从上面的几行能够看到。一个完整的镜像文件首部应该包含版本号号，命名空间iD。文件数。数据块版本号块，然后后面是详细的文件信息。在这里人家还保存了构建节点文件信息以及安全信息。在保存文件文件夹的信息时，採用的saveINode2Image()先保留文件夹信息，然后再调用saveImage()保留孩子文件信息，由于在saveImage()中会调用saveINode2Image()方法。

/*

   * Save one inode's attributes to the image.

   * 保留一个节点的属性到镜像中

   */

  private static void saveINode2Image(ByteBuffer name,

                                      INode node,

                                      DataOutputStream out) throws IOException {

    int nameLen = name.position();

    out.writeShort(nameLen);

    out.write(name.array(), name.arrayOffset(), nameLen);

    if (!node.isDirectory()) {  // write file inode

      INodeFile fileINode = (INodeFile)node;

      //写入的属性包含,副本数,近期改动数据,近期訪问时间

      out.writeShort(fileINode.getReplication());

      out.writeLong(fileINode.getModificationTime());

      out.writeLong(fileINode.getAccessTime());

      out.writeLong(fileINode.getPreferredBlockSize());

      Block[] blocks = fileINode.getBlocks();

      out.writeInt(blocks.length);

      for (Block blk : blocks)

        //将数据块信息也写入

        blk.write(out);

      FILE_PERM.fromShort(fileINode.getFsPermissionShort());

      PermissionStatus.write(out, fileINode.getUserName(),

                             fileINode.getGroupName(),

                             FILE_PERM);

    } else {   // write directory inode

      //假设是文件夹,则还要写入节点的配额限制值

      out.writeShort(0);  // replication

      out.writeLong(node.getModificationTime());

      out.writeLong(0);   // access time

      out.writeLong(0);   // preferred block size

      out.writeInt(-1);    // # of blocks

      out.writeLong(node.getNsQuota());

      out.writeLong(node.getDsQuota());

      FILE_PERM.fromShort(node.getFsPermissionShort());

      PermissionStatus.write(out, node.getUserName(),

                             node.getGroupName(),

                             FILE_PERM);

    }

  }

在这里面会写入很多其它的关于文件文件夹的信息，此方法也会被saveImage()递归调用

/**

   * Save file tree image starting from the given root.

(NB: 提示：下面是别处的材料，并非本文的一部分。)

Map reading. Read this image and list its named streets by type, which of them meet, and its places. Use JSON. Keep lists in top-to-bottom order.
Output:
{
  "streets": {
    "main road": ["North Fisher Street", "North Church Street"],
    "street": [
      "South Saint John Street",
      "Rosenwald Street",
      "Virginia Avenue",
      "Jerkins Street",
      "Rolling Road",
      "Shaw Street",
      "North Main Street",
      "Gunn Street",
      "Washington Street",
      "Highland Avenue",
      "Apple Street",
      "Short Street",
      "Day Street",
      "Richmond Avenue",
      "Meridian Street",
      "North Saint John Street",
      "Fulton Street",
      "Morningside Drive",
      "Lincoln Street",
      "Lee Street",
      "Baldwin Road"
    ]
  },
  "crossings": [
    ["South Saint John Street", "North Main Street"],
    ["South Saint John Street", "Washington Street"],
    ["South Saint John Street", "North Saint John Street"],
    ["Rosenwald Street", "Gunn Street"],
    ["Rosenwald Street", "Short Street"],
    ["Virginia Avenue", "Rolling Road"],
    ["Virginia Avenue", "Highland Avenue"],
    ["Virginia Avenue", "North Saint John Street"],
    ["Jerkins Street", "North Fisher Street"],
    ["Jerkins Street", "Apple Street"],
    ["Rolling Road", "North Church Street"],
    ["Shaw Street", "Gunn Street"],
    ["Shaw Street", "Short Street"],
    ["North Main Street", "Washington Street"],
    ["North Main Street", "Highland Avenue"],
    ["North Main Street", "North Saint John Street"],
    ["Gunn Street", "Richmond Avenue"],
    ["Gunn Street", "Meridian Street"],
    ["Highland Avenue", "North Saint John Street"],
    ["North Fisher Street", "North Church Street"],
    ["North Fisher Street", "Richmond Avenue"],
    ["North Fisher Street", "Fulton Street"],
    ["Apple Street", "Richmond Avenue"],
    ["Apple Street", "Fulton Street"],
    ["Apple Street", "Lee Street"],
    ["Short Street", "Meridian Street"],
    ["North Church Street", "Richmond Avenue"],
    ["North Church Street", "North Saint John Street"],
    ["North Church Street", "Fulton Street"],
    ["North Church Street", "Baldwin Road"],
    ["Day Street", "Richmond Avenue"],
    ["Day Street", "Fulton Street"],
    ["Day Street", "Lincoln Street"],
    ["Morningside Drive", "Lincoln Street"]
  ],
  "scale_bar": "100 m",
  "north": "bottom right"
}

   * This is a recursive procedure, which first saves all children of

   * a current directory and then moves inside the sub-directories.

   * 依照给定节点进行镜像的保存,每一个节点文件夹会採取递归的方式进行遍历

   */

  private static void saveImage(ByteBuffer parentPrefix,

                                int prefixLength,

                                INodeDirectory current,

                                DataOutputStream out) throws IOException {

    int newPrefixLength = prefixLength;

    if (current.getChildrenRaw() == null)

      return;

    for(INode child : current.getChildren()) {

      // print all children first

      parentPrefix.position(prefixLength);

      parentPrefix.put(PATH_SEPARATOR).put(child.getLocalNameBytes());

      saveINode2Image(parentPrefix, child, out);

      ....

    }

写入正在处理的文件的方法是一个static静态方法。是被外部方法所引用的

// Helper function that writes an INodeUnderConstruction

  // into the input stream

  // 写入正在操作的文件的信息

  //

  static void writeINodeUnderConstruction(DataOutputStream out,

                                           INodeFileUnderConstruction cons,

                                           String path)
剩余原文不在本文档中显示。